▶ _Assignment_
Every entry in the following data should be output exactly.

▶ _Source records_

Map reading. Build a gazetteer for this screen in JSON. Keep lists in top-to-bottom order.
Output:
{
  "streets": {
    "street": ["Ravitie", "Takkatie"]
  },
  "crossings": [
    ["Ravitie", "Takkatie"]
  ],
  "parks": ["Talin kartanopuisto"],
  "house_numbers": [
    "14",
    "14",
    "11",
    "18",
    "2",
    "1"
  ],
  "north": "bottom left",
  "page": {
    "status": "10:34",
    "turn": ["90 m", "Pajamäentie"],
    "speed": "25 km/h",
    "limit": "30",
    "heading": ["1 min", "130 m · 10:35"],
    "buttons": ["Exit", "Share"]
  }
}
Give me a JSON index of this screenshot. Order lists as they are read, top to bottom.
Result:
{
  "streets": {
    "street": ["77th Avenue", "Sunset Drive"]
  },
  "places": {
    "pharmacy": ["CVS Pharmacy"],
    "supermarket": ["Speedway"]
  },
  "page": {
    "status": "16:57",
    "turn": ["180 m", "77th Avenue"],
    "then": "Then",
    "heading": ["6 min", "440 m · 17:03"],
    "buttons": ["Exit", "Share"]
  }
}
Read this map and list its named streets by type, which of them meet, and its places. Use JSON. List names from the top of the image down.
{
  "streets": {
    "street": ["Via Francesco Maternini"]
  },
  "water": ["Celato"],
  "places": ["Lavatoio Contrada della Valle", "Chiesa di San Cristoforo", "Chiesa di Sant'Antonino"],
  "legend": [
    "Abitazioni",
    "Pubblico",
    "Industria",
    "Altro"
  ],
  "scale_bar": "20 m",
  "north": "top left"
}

▶ _Your response_
Map reading. Build a gazetteer for this screen in JSON. Keep lists in top-to-bottom order.
Output:
{
  "streets": {
    "street": ["Ravitie", "Takkatie"]
  },
  "crossings": [
    ["Ravitie", "Takkatie"]
  ],
  "parks": ["Talin kartanopuisto"],
  "house_numbers": [
    "14",
    "14",
    "11",
    "18",
    "2",
    "1"
  ],
  "north": "bottom left",
  "page": {
    "status": "10:34",
    "turn": ["90 m", "Pajamäentie"],
    "speed": "25 km/h",
    "limit": "30",
    "heading": ["1 min", "130 m · 10:35"],
    "buttons": ["Exit", "Share"]
  }
}
Give me a JSON index of this screenshot. Order lists as they are read, top to bottom.
Result:
{
  "streets": {
    "street": ["77th Avenue", "Sunset Drive"]
  },
  "places": {
    "pharmacy": ["CVS Pharmacy"],
    "supermarket": ["Speedway"]
  },
  "page": {
    "status": "16:57",
    "turn": ["180 m", "77th Avenue"],
    "then": "Then",
    "heading": ["6 min", "440 m · 17:03"],
    "buttons": ["Exit", "Share"]
  }
}
Read this map and list its named streets by type, which of them meet, and its places. Use JSON. List names from the top of the image down.
{
  "streets": {
    "street": ["Via Francesco Maternini"]
  },
  "water": ["Celato"],
  "places": ["Lavatoio Contrada della Valle", "Chiesa di San Cristoforo", "Chiesa di Sant'Antonino"],
  "legend": [
    "Abitazioni",
    "Pubblico",
    "Industria",
    "Altro"
  ],
  "scale_bar": "20 m",
  "north": "top left"
}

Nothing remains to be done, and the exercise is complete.